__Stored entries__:
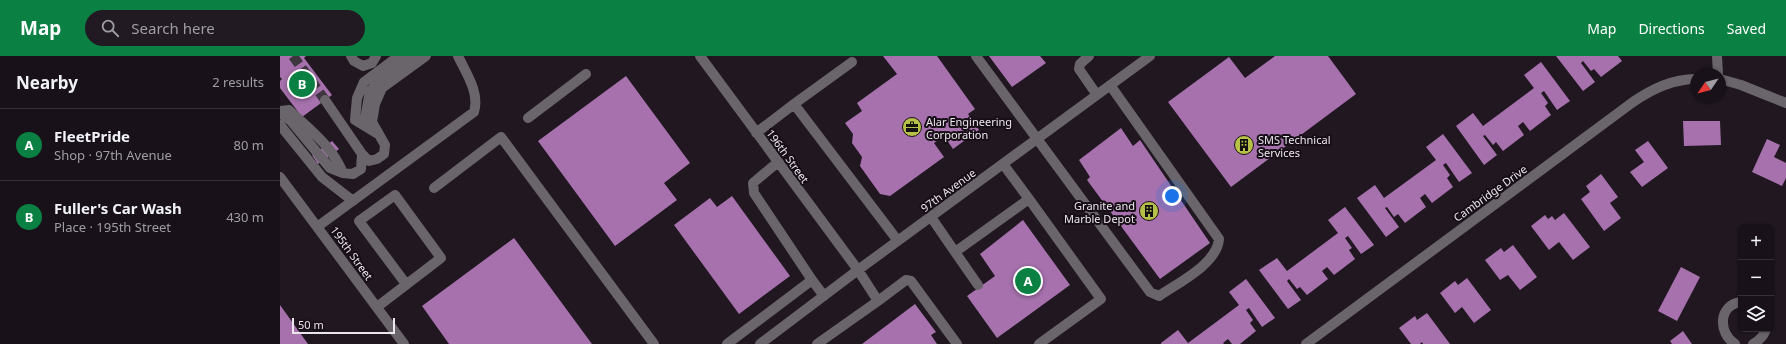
<!DOCTYPE html>
<meta charset="utf-8">
<style>
:root{--surface:#181119;--page:#211a22;--text:#f1f3f6;--muted:#9f9da2;--line:#363138;--accent:#0b8043}
body{margin:0;font-family:"Noto Sans",sans-serif;background:var(--page);color:var(--text)}
.controls{position:absolute;right:12px;bottom:12px;display:grid;overflow:hidden;border-radius:6px;box-shadow:0 1px 3px #0004}
.controls button{width:36px;height:36px;display:grid;place-items:center;padding:0;border:0;border-bottom:1px solid var(--line);background:var(--surface);color:var(--text);font:20px sans-serif}
.compass{position:absolute;left:1410px;top:12px;width:36px;height:36px;border-radius:50%;background:var(--surface);box-shadow:0 1px 3px #0004;rotate:235deg}
.scale{position:absolute;left:12px;bottom:10px;width:103px;box-sizing:border-box;padding-left:4px;border:2px solid #ebe5ec;border-top:0;font-size:11px;line-height:14px;white-space:nowrap;color:#ebe5ec;-webkit-text-stroke:3px #170e18;paint-order:stroke}
.you{position:absolute;left:892px;top:140px;width:14px;height:14px;margin:-10px;border:3px solid #fff;border-radius:50%;background:#1a73e8;box-shadow:0 0 0 6px #1a73e833}
.badge{display:grid;place-items:center;width:26px;height:26px;border-radius:50%;background:var(--accent);color:#fff;font-size:13px;font-weight:700}
.pin{position:absolute;translate:-50% -50%;border:2px solid #fff;box-shadow:0 1px 4px #0006}
.list{margin:0;padding:0;list-style:none}
h2{display:flex;justify-content:space-between;align-items:center;height:52px;margin:0;padding:0 16px;font-size:17px}
h2 small{font-size:13px;font-weight:400;color:var(--muted)}
.list li{display:grid;grid-template-columns:26px 1fr auto;gap:12px;align-items:center;box-sizing:border-box;height:72px;padding:0 16px;border-top:1px solid var(--line)}
.list b{display:block;font-size:15px;white-space:nowrap}
.list p{margin:0;font-size:13px;white-space:nowrap;color:var(--muted)}
.list em{font-size:13px;font-style:normal;color:var(--muted)}
.icon{flex:none;width:22px;height:22px;fill:none;stroke:currentColor;stroke-width:2;stroke-linecap:round;stroke-linejoin:round}
.map{position:relative;flex:none;width:1506px;height:288px;overflow:hidden}
header{display:flex;align-items:center;gap:24px;box-sizing:border-box;height:56px;padding:0 20px;background:var(--accent);color:#fff}
header strong{font-size:19px}
nav{display:flex;gap:22px;margin-inline-start:auto;font-size:14px}
.search{width:280px;height:36px;background:var(--page);display:flex;align-items:center;gap:10px;box-sizing:border-box;padding:0 14px;border-radius:22px;color:var(--muted);font-size:15px}
main{display:flex}
aside{flex:1;background:var(--surface)}
.map>svg:first-child{display:block}
.building{fill:#a671ac}
.lines{fill:none;stroke-linecap:round;stroke-linejoin:round}
.minor-tunnel{stroke:#3e363f;stroke-width:10;stroke-dasharray:10 5;stroke-linecap:butt}
.minor{stroke:#6a656a;stroke-width:10}
.labels{text-anchor:middle;dominant-baseline:central;stroke-width:4;stroke-linejoin:round;paint-order:stroke}
.poi-label{font-size:11px;fill:#ebe5ec;stroke:#170e18;text-anchor:start}
.street-label{font-size:11px;fill:#ebe5ec;stroke:#170e18}
</style>
<header>
<strong>Map</strong>
<div class="search"><svg class="icon" aria-label="search" viewBox="0 0 24 24"><circle cx="10" cy="10" r="6"/><path d="M15 15l6 6"/></svg>Search here</div>
<nav><a>Map</a><a>Directions</a><a>Saved</a></nav>
</header>
<main>
<aside>
<h2>Nearby<small>2 results</small></h2>
<ul class="list">
<li><span class="badge">A</span><div><b>FleetPride</b><p>Shop · 97th Avenue</p></div><em>80 m</em></li>
<li><span class="badge">B</span><div><b>Fuller's Car Wash</b><p>Place · 195th Street</p></div><em>430 m</em></li>
</ul>
</aside>
<div class="map">
<svg width="1506" height="288" viewBox="0 0 1506 288">
<rect width="100%" height="100%" fill="#201721"/>
<path class="building" d="M0 0H26L24 2 52 39 22 61 0 32V25L2 23 0 21Z
M603 0H657L695 53 688 58 699 74 673 93 664 80 654 87 664 101 610 140 600 138 580 110 582 101 572 87 573 78 565 67 582 55 577 47 617 18Z
M709 0H760L766 7 732 31Z
M995 0H1048L1076 38 951 131 888 46 949 1 965 22Z
M1276 0H1338L1342 5 1321 21 1314 13 1311 15 1303 5 1301 7 1315 26 1303 35Z
M1261 6 1290 45 1277 54 1264 35 1261 37 1268 47 1265 50 1271 59 1250 75 1243 66 1238 70 1244 79 1223 95 1216 86 1213 89 1205 79 1203 80 1217 99 1204 109 1176 70 1193 57 1203 70 1254 32 1244 19Z
M346 20 410 107 384 127 397 144 335 190 258 85Z
M1403 65H1440L1441 89 1404 90Z
M841 72 853 90 860 84 930 187 880 223 807 124 810 121 799 104Z
M1163 78 1192 117 1179 126 1166 107 1163 109 1170 119 1167 122 1173 131 1152 147 1145 138 1140 142 1146 151 1125 167 1118 158 1114 161 1107 151 1105 152 1119 171 1106 181 1077 142 1095 129 1104 142 1156 104 1146 91Z
M1487 83 1500 89 1494 101 1506 107V122L1502 130 1472 116Z
M52 85 59 93 38 108 32 99Z
M1368 85 1388 112 1362 131 1350 116 1364 106 1355 94Z
M1321 118 1338 141 1330 147 1341 162 1324 175 1301 143 1310 136 1306 130Z
M452 140 510 220 459 258 394 169 430 142 437 151Z
M1065 151 1094 189 1081 198 1068 180 1065 182 1072 192 1069 194 1075 203 1054 219 1047 211 1042 215 1048 223 1027 239 1020 231 1017 233 1009 223 1007 225 1021 244 1008 253 979 214 997 202 1007 215 1058 177 1048 164Z
M1284 157 1310 191 1293 204 1279 186 1269 194 1251 170 1265 159 1268 163 1272 160 1275 164Z
M743 164 790 229 717 282 687 240 715 220 700 198Z
M234 182 312 288H169L142 250Z
M1233 189 1257 221 1240 234 1228 219 1220 224 1205 204 1221 192 1224 196Z
M1401 211 1420 221 1397 265 1378 255Z
M1187 222 1211 254 1194 267 1182 251 1175 257 1160 237 1175 225 1178 229Z
M966 223 995 262 982 271 969 252 966 254 973 264 970 267 976 275 960 288H952L948 283 943 287 944 288H881V287L898 274 908 287 959 249 949 236Z
M635 248 656 276 651 279 657 288H582Z
M0 249 28 288H0Z
M1147 257 1170 288H1143L1142 286 1140 288H1131L1119 272 1135 260 1137 264Z
M1403 275 1412 288H1392L1390 285Z"/>
<g class="lines">
<path class="minor-tunnel" d="M13 0 45 44"/>
<path class="minor" d="M71 0 74 5 83 10 92 7 96 0
M420 0 578 214 598 245 626 224 631 225 677 288
M696 0 870 236 879 240C898 227 937 208 939 183L830 29
M809 0 800 8 799 13 817 39
M1437 0 1438 18
M1440 23 1461 29 1506 47
M45 44 82 98 89 105 97 103 104 98 105 89 92 66 95 48 102 32 146 0
M514 48 572 6
M0 55 9 54C30 74 52 90 63 117
M0 57 11 65 50 112 63 117 73 118 81 113 82 98
M248 62 306 18
M0 69 42 121 73 145
M94 73 85 63 90 35 102 23 133 0
M476 77 514 48 618 185
M98 78 75 64 77 42 84 26 119 0
M498 106 473 127 474 137 532 224 544 240
M0 121 124 288
M154 132 221 81 374 288
M749 143 821 243 759 288
M651 161 675 196 749 143 723 108
M37 171 194 56C200 37 186 17 178 0
M675 196 698 229
M97 251 161 202 115 139 79 165 126 228
M447 288 532 224
M480 288 578 214 870 0
M537 288 598 245
M1026 288 1353 46C1372 33 1392 23 1416 23
M1455 288C1438 277 1438 249 1461 246
M1473 288C1480 284 1484 280 1486 273"/>
</g>
<defs>
<symbol id="office-disc" viewBox="-11 -11 22 22"><circle r="9.5" fill="#b8c147" stroke="#170e18"/><path d="M-6-3h4V-5.5h4V-3h4V5H-6ZM-1-4.5V-3h2v-1.5ZM-6 0V1H6V0Z" fill="#111"/></symbol>
<symbol id="building-disc" viewBox="-11 -11 22 22"><circle r="9.5" fill="#b8c147" stroke="#170e18"/><path d="M-4-6H4V6H1V3H-1V6H-4ZM-2.5-4.3h1.7v1.8h-1.7ZM.8-4.3h1.7v1.8H.8ZM-2.5-1h1.7V.8h-1.7ZM.8-1h1.7V.8H.8Z" fill="#111"/></symbol>
</defs>
<g fill-rule="evenodd">
<use href="#office-disc" x="621" y="60" width="22" height="22"/>
<use href="#building-disc" x="953" y="78" width="22" height="22"/>
<use href="#building-disc" x="858" y="144" width="22" height="22"/>
</g>
<g class="labels">
<g class="poi-label">
<text x="646" y="65">Alar Engineering<tspan x="646" dy="13">Corporation</tspan></text>
<text x="978" y="83">SMS Technical<tspan x="978" dy="13">Services</tspan></text>
<text x="855" y="149" text-anchor="end">Granite and<tspan x="855" dy="13">Marble Depot</tspan></text>
</g>
<g class="street-label">
<text transform="translate(508 100) rotate(54)">196th Street</text>
<text transform="translate(668 134) rotate(-36)">97th Avenue</text>
<text transform="translate(1210 137) rotate(-36)">Cambridge Drive</text>
<text transform="translate(72 197) rotate(54)">195th Street</text>
</g>
</g>
</svg>
<div class="controls">
<button>+</button>
<button>−</button>
<button><svg class="icon" aria-label="layers" viewBox="0 0 24 24"><path d="M12 4l9 5-9 5-9-5zM3 14l9 5 9-5"/></svg></button>
</div>
<svg class="compass" viewBox="-18 -18 36 36"><path d="M0-13l5 13h-10z" fill="#e53935"/><path d="M0 13l5-13h-10z" fill="#9f9da2"/></svg>
<div class="scale">50 m</div>
<div class="you"></div>
<div class="pin badge" style="left:748px;top:225px">A</div>
<div class="pin badge" style="left:22px;top:28px">B</div>
</div>
</main>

__ACTION ITEM__:
Search term "block": return each line of the data that contains it.

__EXERCISE SOLUTION__:
.list b{display:block;font-size:15px;white-space:nowrap}
.map>svg:first-child{display:block}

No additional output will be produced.